A few weeks ago I noticed Toaster’s breathing seemed very labored. I guess I had noticed it for awhile, but I finally realized it was more than just a cold. My husband agreed that I should get it checked out so I took him to the vet for the first time for something different than a vaccine. He had his share of bumps and cuts, but they always healed naturally so no vet was required. I thought maybe I was being over anxious but figured it was worth getting a professional opinion. The veterinarian said Toaster’s breathing certainly did look labored and he recommended an x-ray as the next step to diagnosing the symptom. I didn’t expect having to go beyond a normal check-up, but agreed that the x-ray seemed logical. They took Toaster away and I casually waited, scrolling through photos on my phone. The vet came back and wanted me to see the x-ray results. First he showed me the lungs of a “normal” cat, and then showed me Toaster’s lungs. Cloudy, abnormal, certainly something wrong with him… Then he went on to say things like “maybe feline leukemia, probably cancer, perhaps a random fungus, some people might choose to put him down right now…” Wait, what? I bring him in for a small concern and he’s telling me that I might want to euthanize him right now??? I was incredulous. Then all the “other testing needed” recommendations were thrown at me and I felt completely lost in the medical world of cats. Dollar signs were multiplying with each of his suggestions, and finally he narrowed it down to “let’s do a feline leukemia test right now” because that would tell me how serious it was. A simple blood test, not too expensive, okay, let’s do that. This time they took Toaster away and as I waited alone in the room, I cried. The test for feline leukemia came back negative which good news but the vet said it was either cancer or a fungus called histoplasmosis and I would have to do further testing to find out. I decided to go home and talk to Ben before doing anymore tests.
A week later we decided to find out if he had the fungus by doing a urine test, because histoplasmosis was treatable. The test came back negative. Now their best guess was cancer, and they explained continued testing would be specialized and costly, starting around $1500. Of course money was an issue, but aside from that, I didn’t want Toaster to spend the rest of his days going to unfamiliar places, getting poked and prodded, being put under anesthetic, and given medication that had ugly side-effects, just so I could keep him alive longer. The vet said they didn’t think he was in any pain, he was still eating/drinking and his quality of life didn’t seem compromised to the point of putting him down. So I took him home and decided to enjoy the time I had left with him.
I’m sad.
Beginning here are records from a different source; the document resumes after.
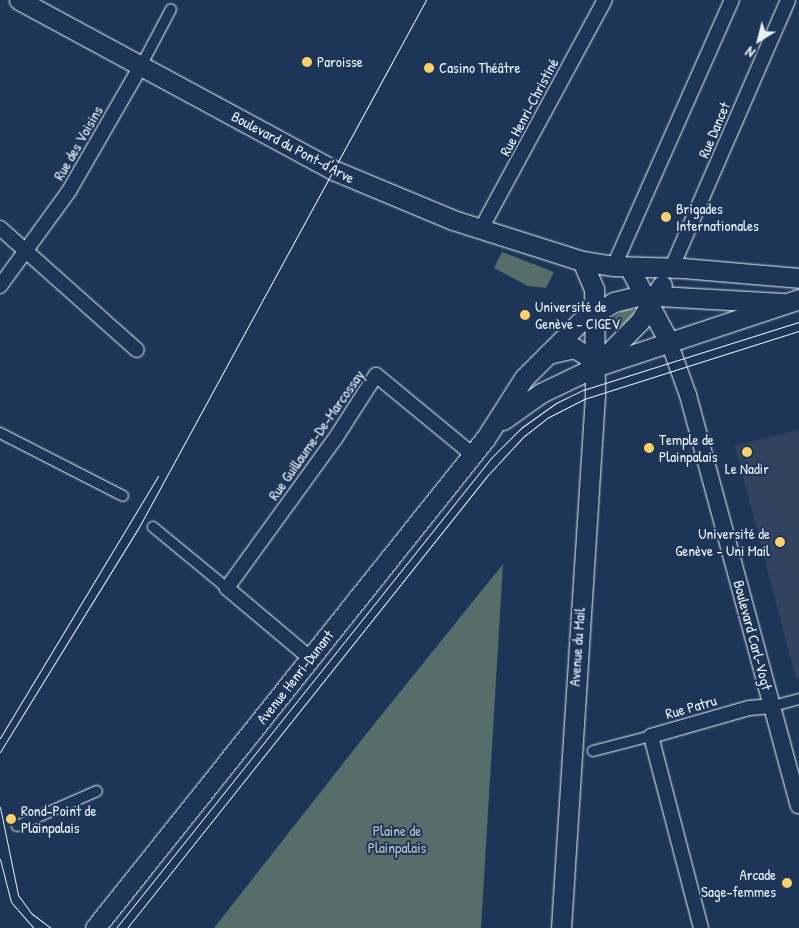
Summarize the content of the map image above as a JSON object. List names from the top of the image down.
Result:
{
  "streets": {
    "main road": ["Boulevard du Pont-d'Arve", "Avenue du Mail", "Avenue Henri-Dunant"],
    "street": [
      "Rue Henri-Christiné",
      "Rue Dancet",
      "Rue des Voisins",
      "Rue Guillaume-De-Marcossay",
      "Boulevard Carl-Vogt",
      "Rue Patru"
    ]
  },
  "crossings": [
    ["Rue Henri-Christiné", "Boulevard du Pont-d'Arve"],
    ["Rue Dancet", "Boulevard du Pont-d'Arve"],
    ["Rue des Voisins", "Boulevard du Pont-d'Arve"],
    ["Rue Guillaume-De-Marcossay", "Avenue Henri-Dunant"],
    ["Boulevard Carl-Vogt", "Rue Patru"],
    ["Avenue du Mail", "Avenue Henri-Dunant"]
  ],
  "parks": ["Plaine de Plainpalais"],
  "places": [
    "Paroisse",
    "Casino Théâtre",
    "Brigades Internationales",
    "Université de Genève - CIGEV",
    "Temple de Plainpalais",
    "Le Nadir",
    "Université de Genève - Uni Mail",
    "Rond-Point de Plainpalais",
    "Arcade Sage-femmes"
  ],
  "north": "bottom left"
}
I think about 10 years not being very old for a cat to live, the vet told me that he was a young senior…most cats live to 15 while a good amount live 18-20 years. But the his 10 years were lived to the fullest, I guess he already went through his other eight lives with all his scrappy outdoor adventures and territorial fights with other cats. He let them all know who was boss of our block and beyond.
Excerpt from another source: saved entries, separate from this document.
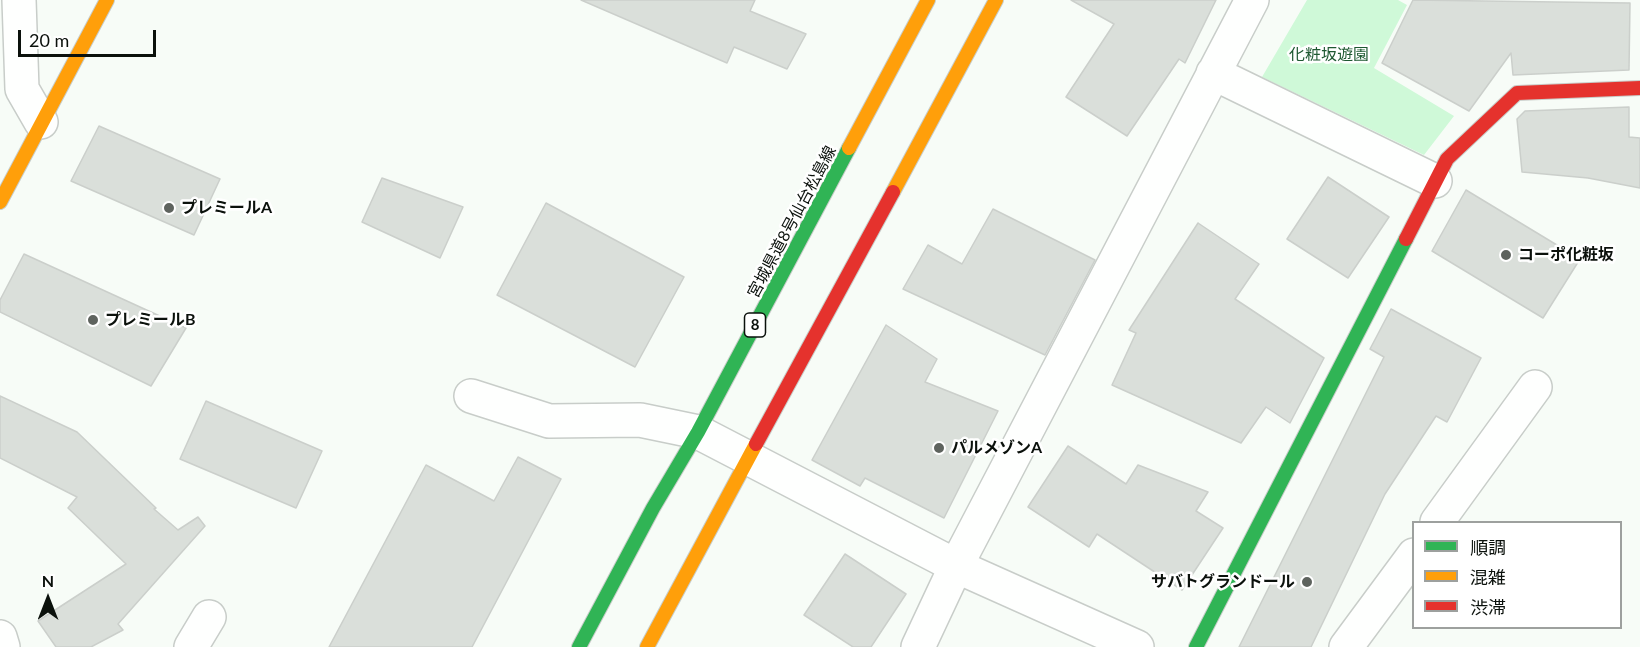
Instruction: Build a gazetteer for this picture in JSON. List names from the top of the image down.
{
  "streets": {
    "main road": ["宮城県道8号仙台松島線", "8"]
  },
  "parks": ["化粧坂遊園"],
  "places": [
    "プレミールA",
    "コーポ化粧坂",
    "プレミールB",
    "パルメゾンA",
    "サバトグランドール"
  ],
  "legend": ["順調", "混雑", "渋滞"],
  "scale_bar": "20 m",
  "north": "top"
}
My sweet kitty, I see you, your body slowly deteriorating. You can’t climb and pace on the fence in our backyard anymore. I used to look out the kitchen window and see you looking regal and taking ownership of the neighborhood while on top that fence. You can’t race up trees anymore, with your kitten-like qualities you never lost until now. You don’t follow me and the girls to the mailbox or park anymore, having you behind us was you being with us, in your own cat, dog-like way. You don’t tear through the house as if you’re going mad when a storm is on the way. You don’t jump up and join us on our bed throughout the night, and sometimes I gently place you on the bed to sleep between my feet, just like old times. You don’t burst through your kitty door and race to greet me when I come home, or wait on the front porch for me or Ben. You are losing weight and getting weaker, but you still meow when I call you and push your face into my hands for loving pets. You still eat and drink your water which I change out fresh every day now. I think about how this bag of kitty food is probably the last one I’ll ever buy for you. I think about the kitty door ceasing to flap and falling silent for the first time ever. I think about you not being here in all the places I look for you everyday, just because you have been the last 10 years, and my tears cannot be held back.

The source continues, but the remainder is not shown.